How can I match lines with just one occurance of a string in awk?

jonathanm · October 24, 2008, 9:46am

Hi,

I'm trying to match records using awk which contain only one occurance of my string, I know how to match one or more (+) but matching only one is eluding me without developing some convoluted bit of code. I was hoping there would be some simple pattern matching thing similar to '+' but which means 'one and only one occurance of'.

My matching code looks like this:

$10 !~ /&| and | AND | And |\// && $11 !~ /FLAT|Flat|Apartment|APARTMENT/ && $10 ~ /MR|MISS|MRS|MS|Mr|Miss|Mrs|Ms/ {

But some records have in their name field multiple names, such as

and I want to not match those records.

Any help with this would be grand!

The only alternative I can think of is some convoluted counting loop which goes through the name split as an array to count if any of the Mr, Mrs, MR, MRS, etc occur more than once, which sounds quite long-winded and unnecessary.

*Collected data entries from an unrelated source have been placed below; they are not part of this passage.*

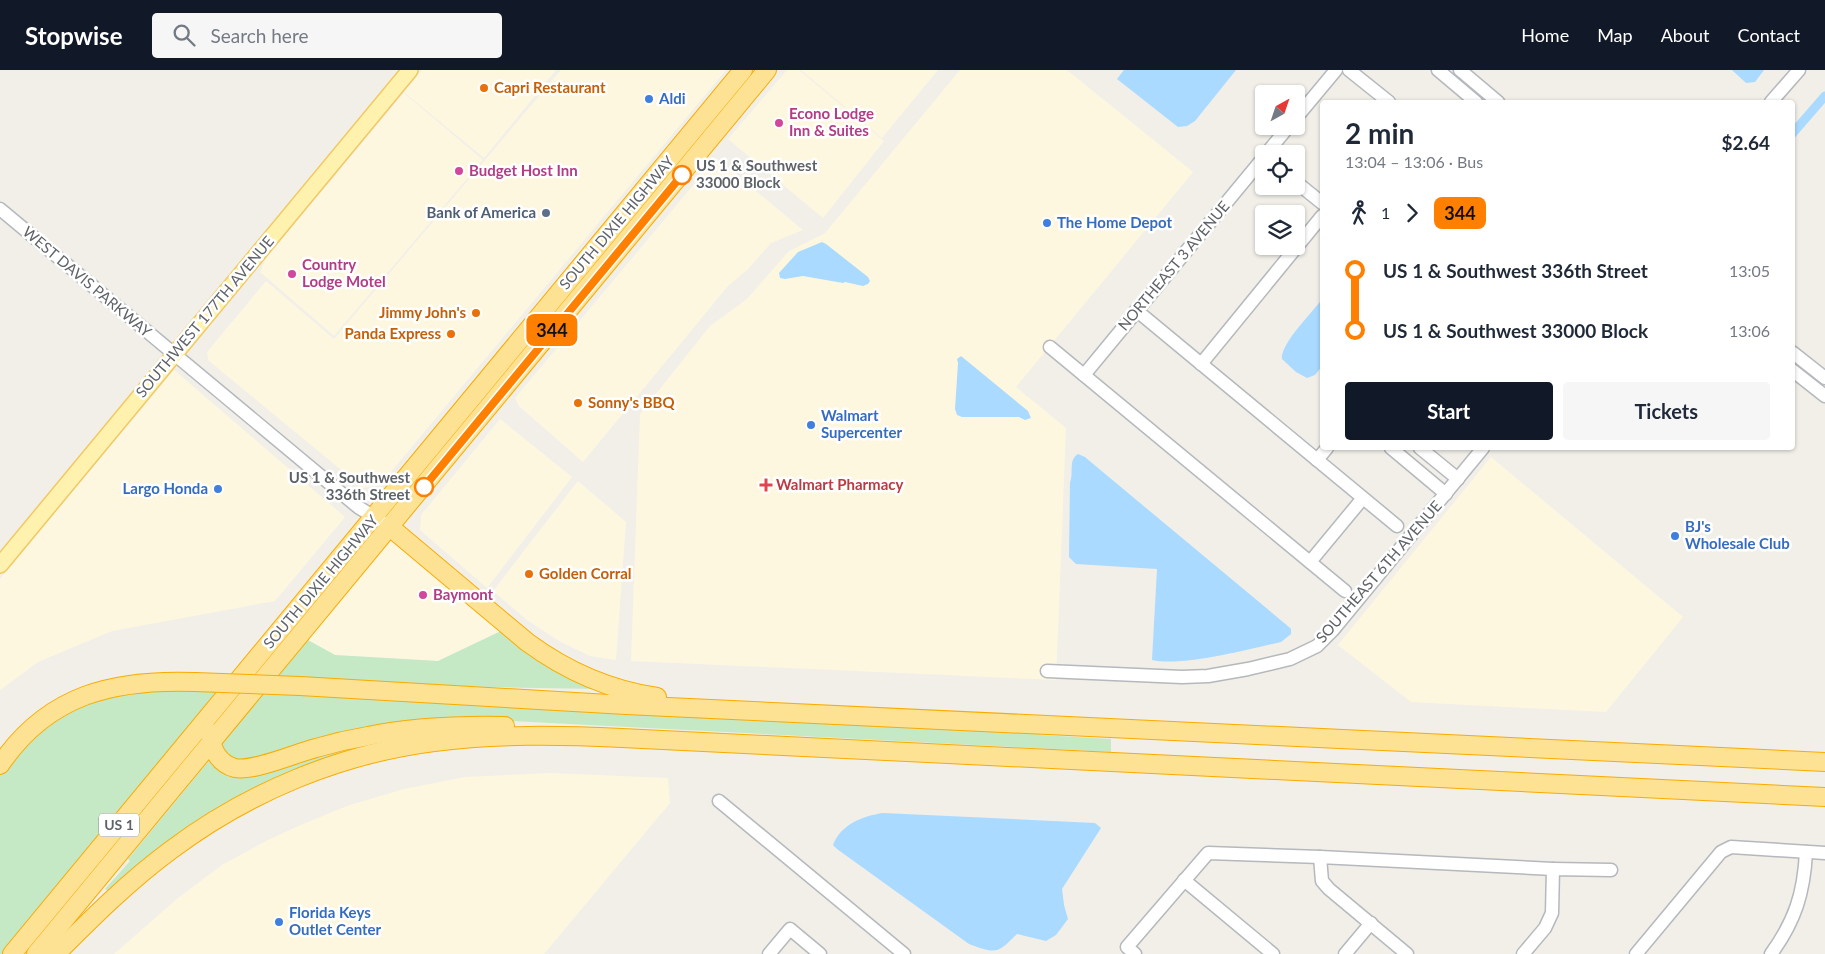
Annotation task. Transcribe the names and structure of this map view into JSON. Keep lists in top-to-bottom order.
{
  "streets": {
    "highway": ["SOUTH DIXIE HIGHWAY", "US 1"],
    "main road": ["SOUTHWEST 177TH AVENUE"],
    "street": ["NORTHEAST 3 AVENUE", "WEST DAVIS PARKWAY", "SOUTHEAST 6TH AVENUE"]
  },
  "crossings": [
    ["SOUTH DIXIE HIGHWAY", "WEST DAVIS PARKWAY"],
    ["WEST DAVIS PARKWAY", "SOUTHWEST 177TH AVENUE"]
  ],
  "places": {
    "other": [
      "Capri Restaurant",
      "Aldi",
      "Econo Lodge Inn & Suites",
      "Budget Host Inn",
      "US 1 & Southwest 33000 Block",
      "Bank of America",
      "The Home Depot",
      "Country Lodge Motel",
      "Jimmy John's",
      "Panda Express",
      "Sonny's BBQ",
      "Walmart Supercenter",
      "US 1 & Southwest 336th Street",
      "Largo Honda",
      "BJ's Wholesale Club",
      "Golden Corral",
      "Baymont",
      "Florida Keys Outlet Center"
    ],
    "health": ["Walmart Pharmacy"]
  },
  "lines": ["bus line 344"],
  "north": "top right",
  "page": {
    "header": "Stopwise",
    "search": "Search here",
    "nav": [
      "Home",
      "Map",
      "About",
      "Contact"
    ],
    "on_map": "344",
    "heading": ["2 min", "13:04 – 13:06 · Bus", "$2.64"],
    "legs": ["1", "344"],
    "list": [
      {
        "name": "US 1 & Southwest 336th Street",
        "value": "13:05"
      },
      {
        "name": "US 1 & Southwest 33000 Block",
        "value": "13:06"
      }
    ],
    "buttons": ["Start", "Tickets"]
  }
}
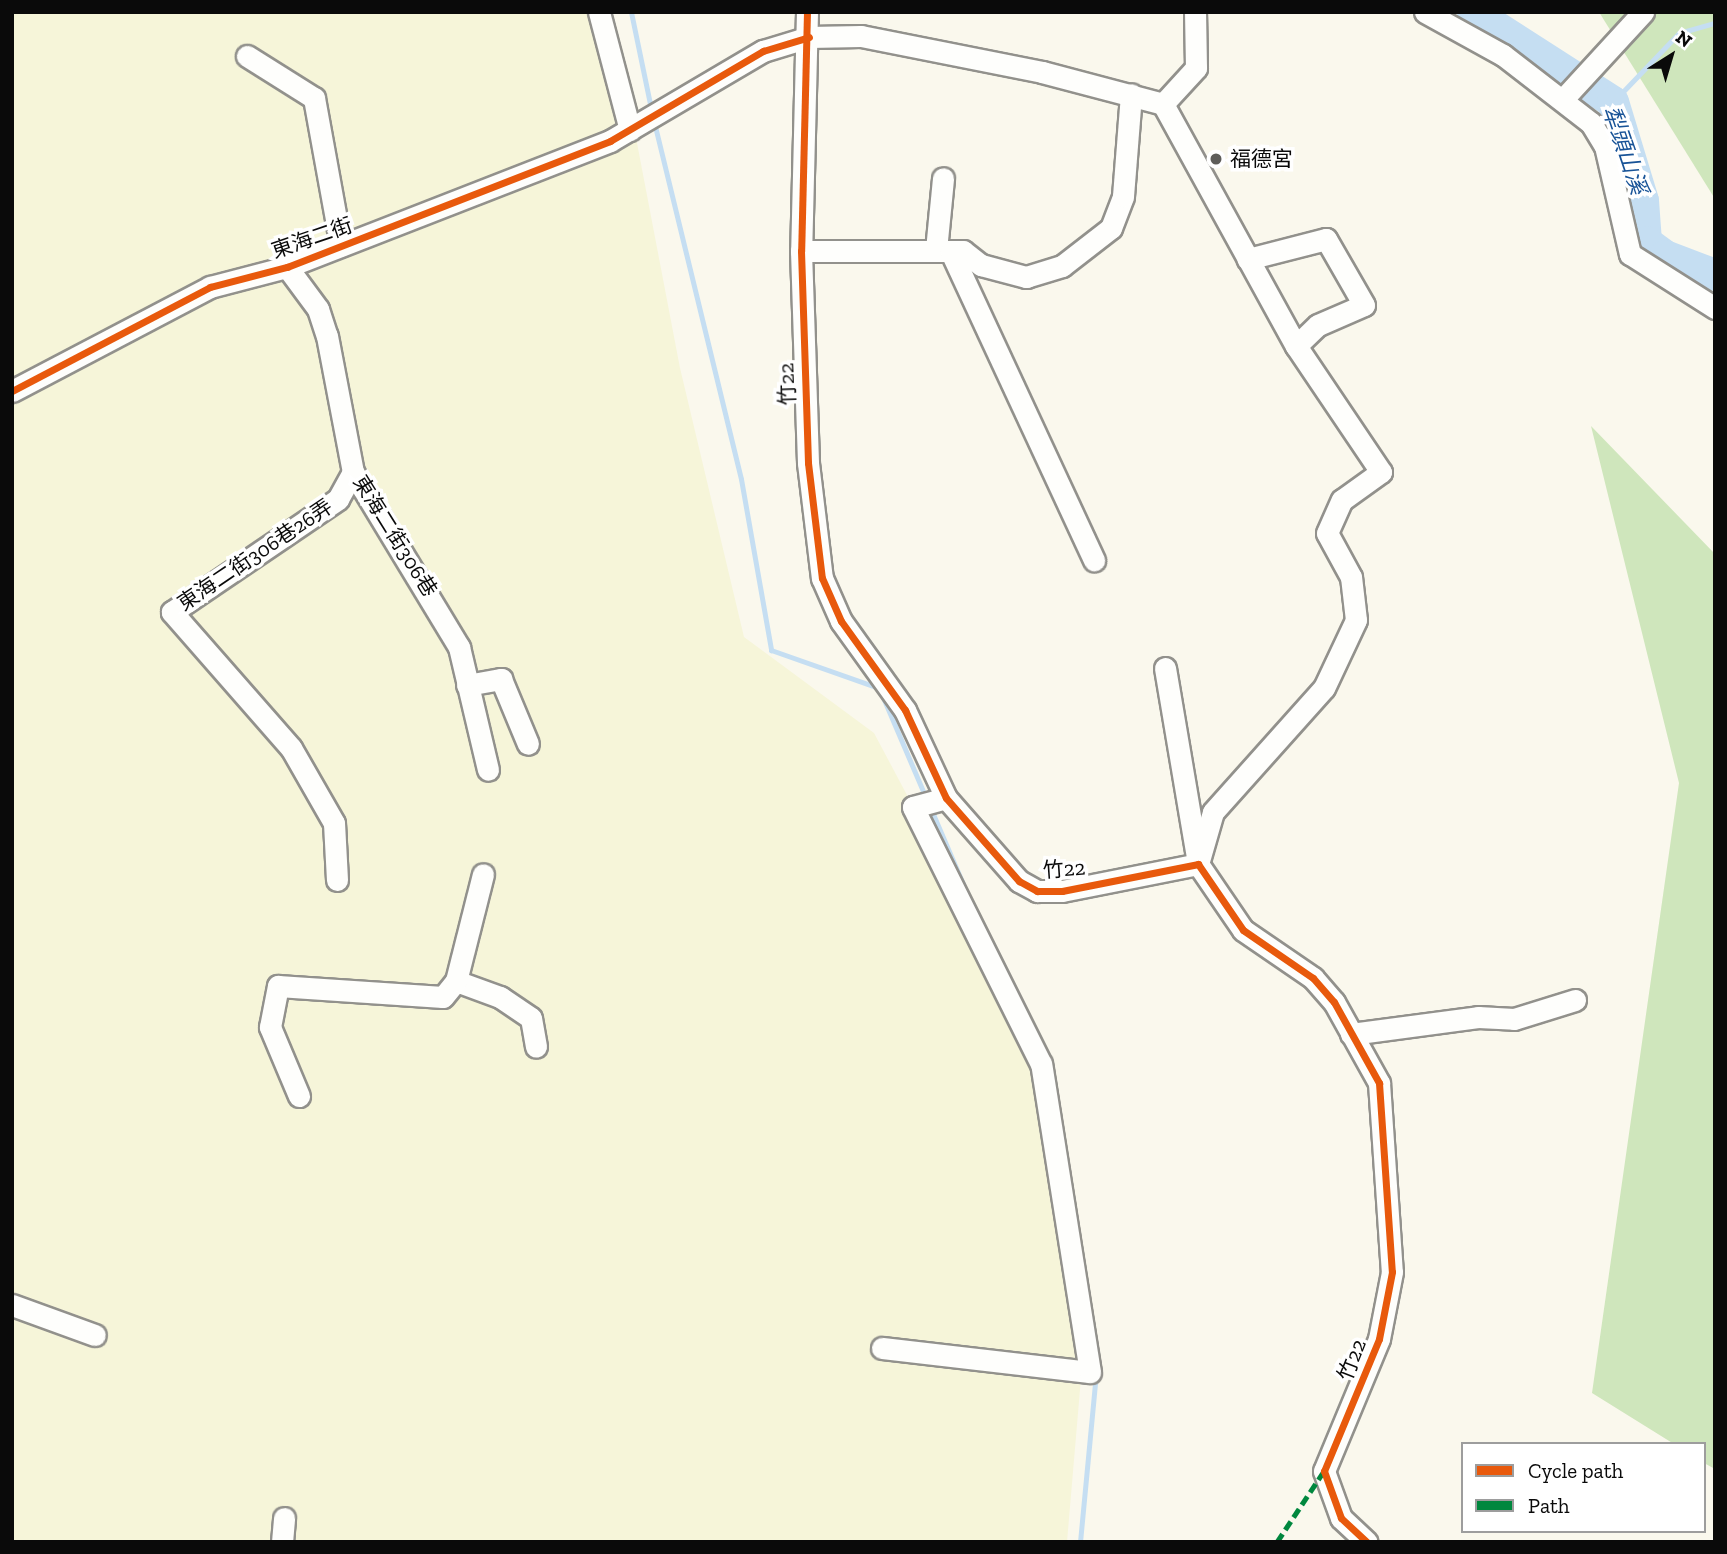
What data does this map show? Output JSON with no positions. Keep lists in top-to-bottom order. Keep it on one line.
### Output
{"streets":{"street":["東海二街","竹22","東海二街306巷","東海二街306巷26弄"]},"crossings":[["東海二街","竹22"],["東海二街","東海二街306巷"],["東海二街306巷","東海二街306巷26弄"]],"water":["犁頭山溪"],"places":["福德宮"],"legend":["Cycle path","Path"],"north":"top right"}
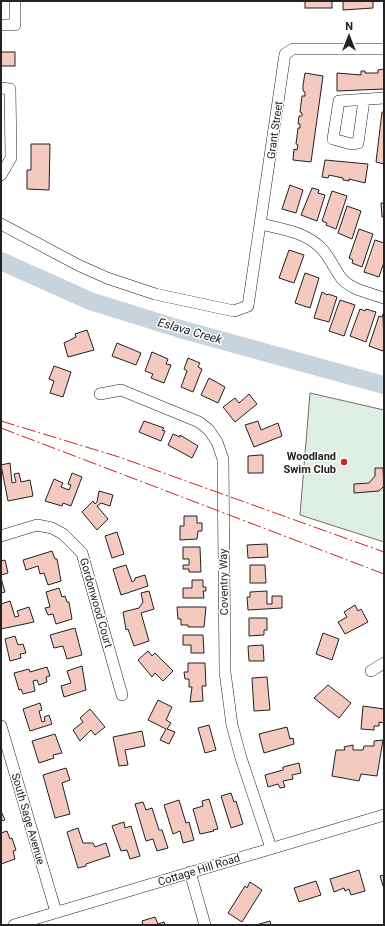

drl · October 25, 2008, 1:09pm

Hi.

I find that such things are relatively straight-forward in perl because of the power of regular expression infrastructure. I don't know if awk has this feature as visibly as does perl, but here is a shell script that drives a small perl script:

#!/bin/bash -

# @(#) s1       Demonstrate perl.

echo
echo "(Versions displayed with local utility \"version\")"
version >/dev/null 2>&1 && version "=o" $(_eat $0 $1) perl
set -o nounset
echo

FILE=${1-data1}

echo " Data file $FILE:"
cat $FILE

echo
echo " perl script file:"
cat p1

echo
echo " Results:"
./p1 $FILE

exit 0

Producing:

% ./s1

(Versions displayed with local utility "version")
Linux 2.6.11-x1
GNU bash 2.05b.0
perl 5.8.4

 Data file data1:
Mr Magoo
Mr Magoo mr magoo
Mr Magoo Mr Smith Miss Demeanor
Mr Smith Miss Demeanor
Miss Demeanor Miss Taken
Miss Taken

 perl script file:
#!/usr/bin/perl

# @(#) p1       Demonstrate skipping of line with repeated matches.

use warnings;
use strict;

my($debug);
$debug = 0;
$debug = 1;
my($t1);

my($lines) = 0;

# Make entire line lower case to simply matches. Use captured
# string to omit lines with contain more than one match.

while ( <> ) {
chomp;
        print " Working on |$_|\n";
        $lines++;
        $t1 = lc $_;
        next if $t1 =~ /(mr|miss).*\1/;
    print "$_\n";;
}

print STDERR " ( Lines read: $lines )\n";

exit(0);

 Results:
 Working on |Mr Magoo|
Mr Magoo
 Working on |Mr Magoo mr magoo|
 Working on |Mr Magoo Mr Smith Miss Demeanor|
 Working on |Mr Smith Miss Demeanor|
Mr Smith Miss Demeanor
 Working on |Miss Demeanor Miss Taken|
 Working on |Miss Taken|
Miss Taken
 ( Lines read: 6 )

Best wishes ... cheers, drl

otheus · October 25, 2008, 4:10pm

I prefer perl too, in cases like this, but this is easily solvable in awk. Basically, you want to match X but not X.*X.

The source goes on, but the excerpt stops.